Il sogno spezzato di Bernie, rivoluzionario “gentile”

Pubblicato il 09 giugno 2016 da redazione

bernie

WASHINGTON. – “La lotta continua”. Verso la prossima ed ultima tappa delle primarie democratiche, a Washington DC. Verso la convention di Filadelfia. Nemmeno il trionfo di Hillary Clinton in California induce Bernie Sanders a cedere le armi: il 74enne senatore ‘socialista’ del Vermont ha fatto sognare una parte d’America, ha sognato lui stesso, e adesso non vuole smettere.

Il perché lo spiega bene nel suo appassionato discorso dopo l’ultimo Super Tuesday del 2016: dapprima sembra cedere al richiamo all’unità che adesso giunge -anche se non ancora nero su bianco- da Barack Obama in persona.

Lo fa riconoscendo l’imperativo di non consentire l’elezione di Donald Trump. Ma poi in un crescendo misto di entusiasmo e commozione elenca i motivi per cui -ripete- “la lotta continua”. Eguaglianza economica, sociale, razziale. Rivoluzione politica. Quindici minuti tra gli applausi per ripercorrere la sorprendente ascesa del senatore liberal determinato fino alla fine a dimostrare che un’America diversa c’è.

Perché questo è adesso l’obiettivo di Sanders, seppure appaia ormai ‘disperato’: contare e far contare quella parte di elettorato che senza la sua proposta ‘alternativa’ sarebbe rimasto a casa e a votare alle primarie non ci avrebbe nemmeno pensato.
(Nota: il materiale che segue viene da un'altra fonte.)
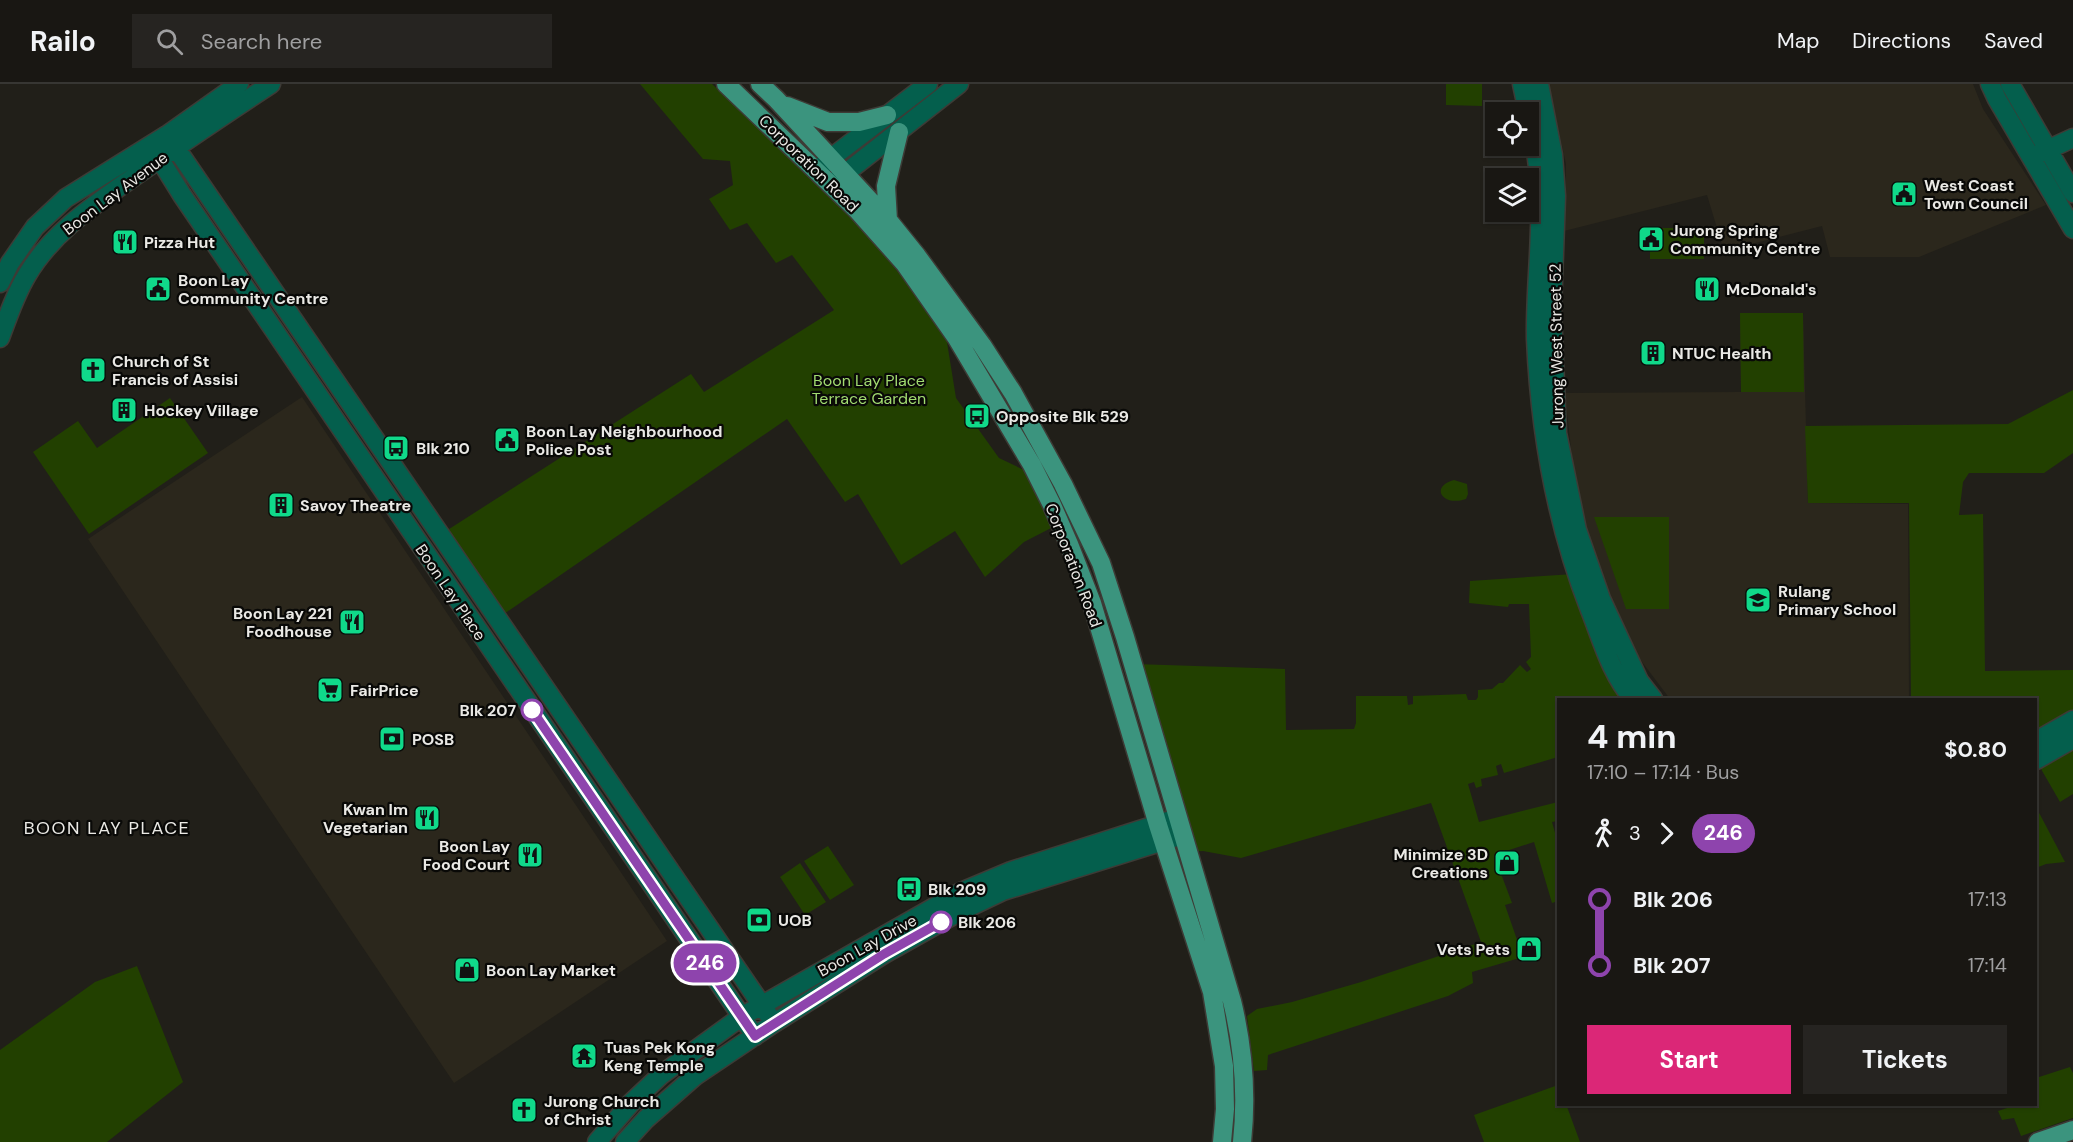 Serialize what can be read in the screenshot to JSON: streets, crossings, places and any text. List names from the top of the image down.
{
  "streets": {
    "main road": ["Corporation Road"],
    "street": [
      "Boon Lay Avenue",
      "Jurong West Street 52",
      "Boon Lay Place",
      "Boon Lay Drive"
    ]
  },
  "crossings": [
    ["Corporation Road", "Boon Lay Drive"],
    ["Boon Lay Avenue", "Boon Lay Place"],
    ["Boon Lay Place", "Boon Lay Drive"]
  ],
  "districts": ["BOON LAY PLACE"],
  "parks": ["Boon Lay Place Terrace Garden"],
  "places": {
    "public building": [
      "West Coast Town Council",
      "Jurong Spring Community Centre",
      "Boon Lay Community Centre",
      "Boon Lay Neighbourhood Police Post"
    ],
    "restaurant": [
      "Pizza Hut",
      "McDonald's",
      "Boon Lay 221 Foodhouse",
      "Kwan Im Vegetarian",
      "Boon Lay Food Court"
    ],
    "building": ["NTUC Health", "Hockey Village", "Savoy Theatre"],
    "church": ["Church of St Francis of Assisi", "Jurong Church of Christ"],
    "bus stop": ["Opposite Blk 529", "Blk 210", "Blk 209"],
    "school or university": ["Rulang Primary School"],
    "supermarket": ["FairPrice"],
    "other": ["Blk 207", "Blk 206"],
    "bank": ["POSB", "UOB"],
    "shop": ["Minimize 3D Creations", "Vets Pets", "Boon Lay Market"],
    "temple": ["Tuas Pek Kong Keng Temple"]
  },
  "lines": ["bus line 246"],
  "page": {
    "header": "Railo",
    "search": "Search here",
    "nav": ["Map", "Directions", "Saved"],
    "on_map": "246",
    "heading": ["4 min", "17:10 – 17:14 · Bus", "$0.80"],
    "legs": ["3", "246"],
    "list": [
      {
        "name": "Blk 206",
        "value": "17:13"
      },
      {
        "name": "Blk 207",
        "value": "17:14"
      }
    ],
    "buttons": ["Start", "Tickets"]
  }
}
Sono i molti giovani mobilitati al grido di ‘feel the Bern’ (‘senti il Bern’, gioco di parole con ‘feel the burn’, ‘senti il bruciore’, frase che indica quando i muscoli lavorano, resa celebre da Jane Fonda nelle sue lezioni di aerobica) e chi ha trovato nella sfida di Sanders una ‘casa’ per le proprie idee e i propri desideri che non credeva di avere.
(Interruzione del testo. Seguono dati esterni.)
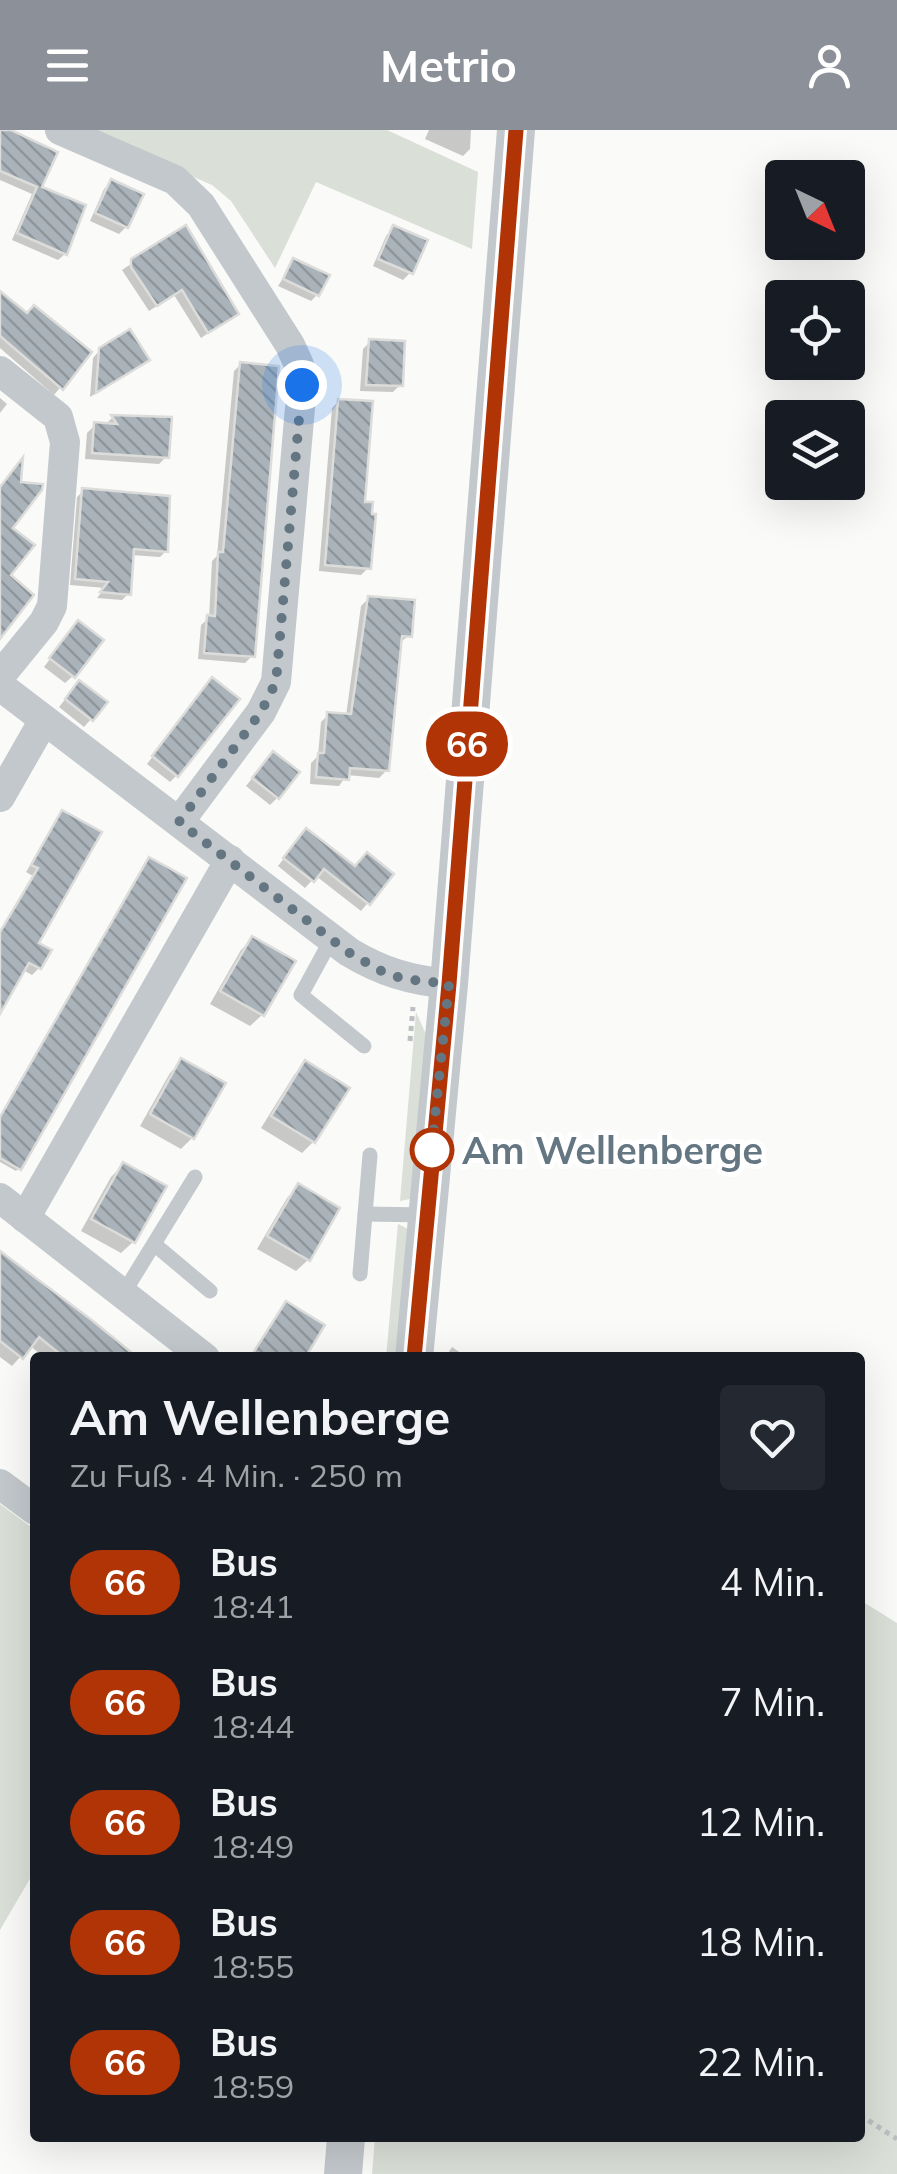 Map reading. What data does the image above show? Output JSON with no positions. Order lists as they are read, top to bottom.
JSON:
{
  "places": ["Am Wellenberge"],
  "lines": ["bus line 66"],
  "north": "bottom right",
  "page": {
    "header": "Metrio",
    "on_map": "66",
    "heading": ["Am Wellenberge", "Zu Fuß · 4 Min. · 250 m"],
    "list": [
      {
        "mark": "66",
        "name": "Bus",
        "note": "18:41",
        "value": "4 Min."
      },
      {
        "mark": "66",
        "name": "Bus",
        "note": "18:44",
        "value": "7 Min."
      },
      {
        "mark": "66",
        "name": "Bus",
        "note": "18:49",
        "value": "12 Min."
      },
      {
        "mark": "66",
        "name": "Bus",
        "note": "18:55",
        "value": "18 Min."
      },
      {
        "mark": "66",
        "name": "Bus",
        "note": "18:59",
        "value": "22 Min."
      }
    ]
  }
}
Partito da uno svantaggio letto come naturale un anno fa -è il solito movimento marginale, si osservava- l’entusiasmo è cresciuto comizio dopo comizio e piccola donazione dopo piccola donazione. Al punto che all’inizio delle primarie in Iowa la sinistra americana aveva già davanti a sé una scelta di campo. E in numeri sempre maggiori sceglievano Sanders.

Notevoli i picchi di popolarità, diverse le sorprese alle urne e nei caucus suo punto forte. Coerente fino ad essere ripetitivo. Dalla sua il vantaggio di portare una raggio di novità dalla forza travolgente quasi paragonabile alla sorpresa dell’America per il primo Obama. Con la differenza però che Bernie Sanders c’era da sempre. Forse non lo si vedeva.
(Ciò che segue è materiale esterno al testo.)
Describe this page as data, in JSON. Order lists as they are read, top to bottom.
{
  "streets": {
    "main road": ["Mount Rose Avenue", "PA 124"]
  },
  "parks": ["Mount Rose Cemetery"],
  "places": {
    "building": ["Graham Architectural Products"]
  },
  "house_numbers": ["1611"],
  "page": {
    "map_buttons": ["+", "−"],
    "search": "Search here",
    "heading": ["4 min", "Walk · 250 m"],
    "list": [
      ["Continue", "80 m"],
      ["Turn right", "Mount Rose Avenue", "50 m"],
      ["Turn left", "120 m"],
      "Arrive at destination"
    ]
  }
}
Ma il senatore con il record di presenze al Congresso alla politica ha dedicato una vita e professando sempre lo stesso credo. E diventato però ‘mainstream’ solo adesso, quando a 74 anni ha sfidato Hillary Clinton, ovvero l’establishment democratico per eccellenza.

Hillary però l’ha pure ‘migliorata’. Ne ha fatto una candidata migliore. L’ha anche spinta a sinistra. L’ha indotta a parlare più chiaramente di disuguaglianza economica, a scendere nel dettaglio per un ‘oltre Obamacare’, a promettere di più nella lotta ai cambiamenti climatici.

Sanders ha illuminato una quinta sul palco del partito democratico che se lasciato ad Hillary Clinton da sola per il suo ‘one woman show’ sarebbe rimasto in ombra. Oltre però il senatore liberal non è andato: sarà perché non ha voluto cedere allo stile dei colpi bassi, sarà per quella convinzione che la gentilezza paga (forse meno davanti alle telecamere nei dibattiti in tv), sta di fatto che l’attacco ultimo non lo ha mai sferrato davvero, la battaglia senza esclusione di colpi, l’affondo per colpire dove fa male.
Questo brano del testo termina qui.